→ What the task asks: Every record must appear in your reply exactly as written.

[Saved data entries]
• • • • •
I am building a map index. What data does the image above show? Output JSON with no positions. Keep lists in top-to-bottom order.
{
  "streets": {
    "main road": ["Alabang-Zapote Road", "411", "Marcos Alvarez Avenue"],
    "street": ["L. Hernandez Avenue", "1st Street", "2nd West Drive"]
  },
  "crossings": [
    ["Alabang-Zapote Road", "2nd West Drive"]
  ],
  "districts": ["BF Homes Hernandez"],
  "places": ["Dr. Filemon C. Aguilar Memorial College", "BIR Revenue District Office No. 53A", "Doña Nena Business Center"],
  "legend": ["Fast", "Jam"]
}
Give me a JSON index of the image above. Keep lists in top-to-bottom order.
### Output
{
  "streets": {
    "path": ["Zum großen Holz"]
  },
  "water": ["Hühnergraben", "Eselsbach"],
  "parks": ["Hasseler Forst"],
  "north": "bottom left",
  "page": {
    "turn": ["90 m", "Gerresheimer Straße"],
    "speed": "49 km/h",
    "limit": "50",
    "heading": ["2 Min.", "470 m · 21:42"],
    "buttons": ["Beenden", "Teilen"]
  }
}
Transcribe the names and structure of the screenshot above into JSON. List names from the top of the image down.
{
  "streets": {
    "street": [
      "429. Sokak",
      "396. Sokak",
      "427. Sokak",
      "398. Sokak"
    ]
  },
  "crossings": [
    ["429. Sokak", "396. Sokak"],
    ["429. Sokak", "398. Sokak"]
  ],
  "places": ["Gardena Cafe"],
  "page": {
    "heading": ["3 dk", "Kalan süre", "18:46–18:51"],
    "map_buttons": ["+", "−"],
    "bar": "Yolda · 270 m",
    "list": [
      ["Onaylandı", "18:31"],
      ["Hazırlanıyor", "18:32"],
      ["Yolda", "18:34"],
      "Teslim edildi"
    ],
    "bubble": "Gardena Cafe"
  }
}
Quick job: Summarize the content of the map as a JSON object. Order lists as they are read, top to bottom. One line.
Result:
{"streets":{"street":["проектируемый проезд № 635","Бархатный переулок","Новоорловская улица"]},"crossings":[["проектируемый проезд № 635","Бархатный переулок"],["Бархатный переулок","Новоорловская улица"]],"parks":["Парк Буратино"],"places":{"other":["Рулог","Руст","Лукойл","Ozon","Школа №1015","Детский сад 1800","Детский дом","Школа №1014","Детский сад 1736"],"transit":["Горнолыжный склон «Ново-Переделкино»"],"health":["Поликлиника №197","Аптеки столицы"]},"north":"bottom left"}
• • • • •
→ The completed task:
I am building a map index. What data does the image above show? Output JSON with no positions. Keep lists in top-to-bottom order.
{
  "streets": {
    "main road": ["Alabang-Zapote Road", "411", "Marcos Alvarez Avenue"],
    "street": ["L. Hernandez Avenue", "1st Street", "2nd West Drive"]
  },
  "crossings": [
    ["Alabang-Zapote Road", "2nd West Drive"]
  ],
  "districts": ["BF Homes Hernandez"],
  "places": ["Dr. Filemon C. Aguilar Memorial College", "BIR Revenue District Office No. 53A", "Doña Nena Business Center"],
  "legend": ["Fast", "Jam"]
}
Give me a JSON index of the image above. Keep lists in top-to-bottom order.
### Output
{
  "streets": {
    "path": ["Zum großen Holz"]
  },
  "water": ["Hühnergraben", "Eselsbach"],
  "parks": ["Hasseler Forst"],
  "north": "bottom left",
  "page": {
    "turn": ["90 m", "Gerresheimer Straße"],
    "speed": "49 km/h",
    "limit": "50",
    "heading": ["2 Min.", "470 m · 21:42"],
    "buttons": ["Beenden", "Teilen"]
  }
}
Transcribe the names and structure of the screenshot above into JSON. List names from the top of the image down.
{
  "streets": {
    "street": [
      "429. Sokak",
      "396. Sokak",
      "427. Sokak",
      "398. Sokak"
    ]
  },
  "crossings": [
    ["429. Sokak", "396. Sokak"],
    ["429. Sokak", "398. Sokak"]
  ],
  "places": ["Gardena Cafe"],
  "page": {
    "heading": ["3 dk", "Kalan süre", "18:46–18:51"],
    "map_buttons": ["+", "−"],
    "bar": "Yolda · 270 m",
    "list": [
      ["Onaylandı", "18:31"],
      ["Hazırlanıyor", "18:32"],
      ["Yolda", "18:34"],
      "Teslim edildi"
    ],
    "bubble": "Gardena Cafe"
  }
}
Quick job: Summarize the content of the map as a JSON object. Order lists as they are read, top to bottom. One line.
Result:
{"streets":{"street":["проектируемый проезд № 635","Бархатный переулок","Новоорловская улица"]},"crossings":[["проектируемый проезд № 635","Бархатный переулок"],["Бархатный переулок","Новоорловская улица"]],"parks":["Парк Буратино"],"places":{"other":["Рулог","Руст","Лукойл","Ozon","Школа №1015","Детский сад 1800","Детский дом","Школа №1014","Детский сад 1736"],"transit":["Горнолыжный склон «Ново-Переделкино»"],"health":["Поликлиника №197","Аптеки столицы"]},"north":"bottom left"}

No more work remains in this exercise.